Collected data:
————————
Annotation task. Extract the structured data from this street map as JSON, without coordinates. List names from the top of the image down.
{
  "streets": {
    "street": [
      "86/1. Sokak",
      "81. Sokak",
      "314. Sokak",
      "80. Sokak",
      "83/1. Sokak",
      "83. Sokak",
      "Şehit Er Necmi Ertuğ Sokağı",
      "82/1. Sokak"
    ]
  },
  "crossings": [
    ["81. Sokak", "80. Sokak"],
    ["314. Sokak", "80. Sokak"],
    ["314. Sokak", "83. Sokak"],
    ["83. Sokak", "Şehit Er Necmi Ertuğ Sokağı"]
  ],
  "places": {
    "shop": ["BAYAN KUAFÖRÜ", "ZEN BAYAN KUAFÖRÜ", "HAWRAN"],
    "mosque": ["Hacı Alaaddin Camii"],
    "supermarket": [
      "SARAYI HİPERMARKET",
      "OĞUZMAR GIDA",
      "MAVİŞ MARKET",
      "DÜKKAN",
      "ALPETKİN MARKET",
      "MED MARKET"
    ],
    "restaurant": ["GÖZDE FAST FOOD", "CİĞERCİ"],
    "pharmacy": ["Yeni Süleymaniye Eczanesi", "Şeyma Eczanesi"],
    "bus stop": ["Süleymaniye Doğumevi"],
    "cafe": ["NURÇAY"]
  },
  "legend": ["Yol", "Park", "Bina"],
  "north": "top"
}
————————
(Task): Reproduce the data shown above in its entirety, keeping each word as it is.

(Response to the task):
Annotation task. Extract the structured data from this street map as JSON, without coordinates. List names from the top of the image down.
{
  "streets": {
    "street": [
      "86/1. Sokak",
      "81. Sokak",
      "314. Sokak",
      "80. Sokak",
      "83/1. Sokak",
      "83. Sokak",
      "Şehit Er Necmi Ertuğ Sokağı",
      "82/1. Sokak"
    ]
  },
  "crossings": [
    ["81. Sokak", "80. Sokak"],
    ["314. Sokak", "80. Sokak"],
    ["314. Sokak", "83. Sokak"],
    ["83. Sokak", "Şehit Er Necmi Ertuğ Sokağı"]
  ],
  "places": {
    "shop": ["BAYAN KUAFÖRÜ", "ZEN BAYAN KUAFÖRÜ", "HAWRAN"],
    "mosque": ["Hacı Alaaddin Camii"],
    "supermarket": [
      "SARAYI HİPERMARKET",
      "OĞUZMAR GIDA",
      "MAVİŞ MARKET",
      "DÜKKAN",
      "ALPETKİN MARKET",
      "MED MARKET"
    ],
    "restaurant": ["GÖZDE FAST FOOD", "CİĞERCİ"],
    "pharmacy": ["Yeni Süleymaniye Eczanesi", "Şeyma Eczanesi"],
    "bus stop": ["Süleymaniye Doğumevi"],
    "cafe": ["NURÇAY"]
  },
  "legend": ["Yol", "Park", "Bina"],
  "north": "top"
}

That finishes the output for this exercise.